Segunda-feira, 6 de Abril de 2026

Para Telesat, consolidação não basta para mudar indústria de satélites

Com financiamento completo para a sua constelação de satélites de baixa órbita Lightspeed, a operadora Telesat entende que apenas a onda de consolidação de players da indústria não basta para mudar os rumos do mercado satelital.

CEO da empresa canadense, Daniel Goldberg participou nesta quarta-feira, 2, do segundo dia do Congresso Latinoamericano de Satélites, promovido no Rio de Janeiro pela Glasberg Comunicações em parceria com TELETIME. Na ocasião, ele comentou os efeitos das constelações de baixa órbita sobre o cenário competitivo.

“Quando uma indústria como a nossa passa por disrupção, uma das respostas é que os players legados se combinem, particularmente diante de grandes entrantes capitalizados. Isso é normal, natural e saudável até um ponto, mas também não é suficiente”, afirmou o líder da Telesat.

Na ocasião, foram citadas importantes operações recentes como a compra da Intelsat pela SES, da Inmarsat pela Viasat e a fusão entre Eutelsat e OneWeb. Para Goldberg, negócios do gênero devem sim gerar escala e eficiências, representando um primeiro passo razoável. “Mas depois, o que fazer?”, questionou o executivo. “Tem que fazer algo com esse dinheiro para crescer”.

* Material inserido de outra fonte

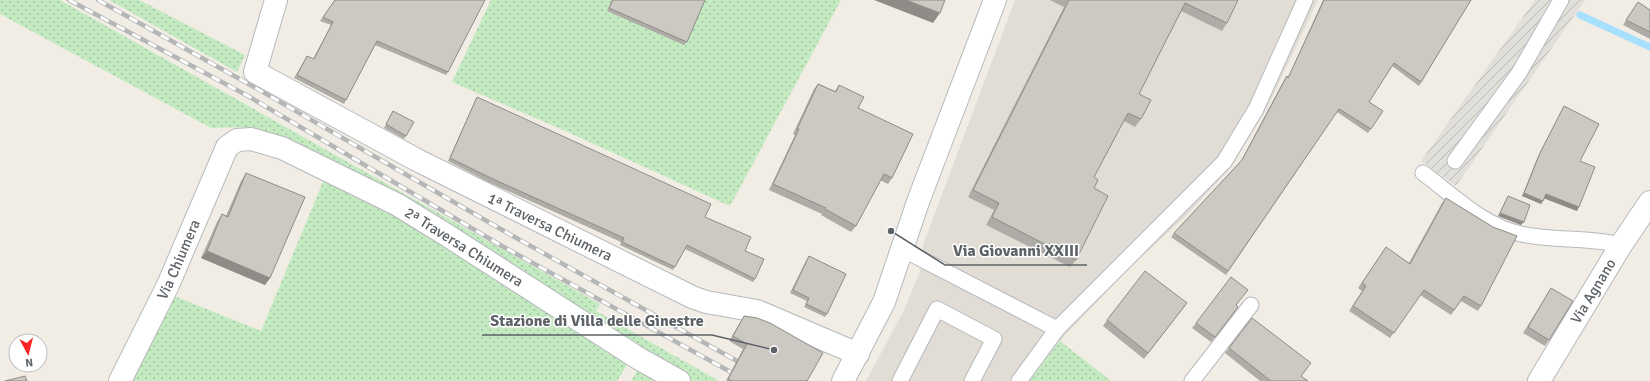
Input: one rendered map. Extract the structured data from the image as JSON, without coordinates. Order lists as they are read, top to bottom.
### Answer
{
  "streets": {
    "street": [
      "1ª Traversa Chiumera",
      "2ª Traversa Chiumera",
      "Via Chiumera",
      "Via Agnano"
    ]
  },
  "crossings": [
    ["2ª Traversa Chiumera", "Via Chiumera"]
  ],
  "places": ["Via Giovanni XXIII", "Stazione di Villa delle Ginestre"],
  "north": "bottom"
}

No caso da Telesat, a aposta é ingressar no mercado de baixa órbita através da constelação Lightspeed e disputar mercado com players do segmento, como a Starlink e futuramente a Kuiper (da Amazon). Na ocasião, o executivo projetou que os primeiros lançamentos da Lightspeed devem ocorrer dentro de dois anos.

“Gostaríamos de ter a capacidade disponível agora, mas não estou preocupado de ser tarde”, afirmou o CEO. “O mercado de conectividade e banda larga está crescendo de forma extremamente rápida e já temos um competidor [a Starlink] que validou a nossa decisão de alguns anos atrás, de investir em LEO”.

“O mercado quer mais competição”, prosseguiu, ainda sobre a baixa órbita. Segundo o CEO da Telesat, esta não é apenas uma demanda de empresas, mas também de governos e reguladores que desejam ofertas novas opções de ofertas competitivas no segmento A própria Lightspeed tem apoio do governo canadense, na forma do financiamento recentemente concluído.

Foco corporativo
A constelação LEO operadora canadense terá proposta de valor voltada ao mercado corporativo, e não ao consumidor final. A atuação deve passar por serviços como backhaul e conectividade ao lado de operadoras de telecom, integradores e também governos.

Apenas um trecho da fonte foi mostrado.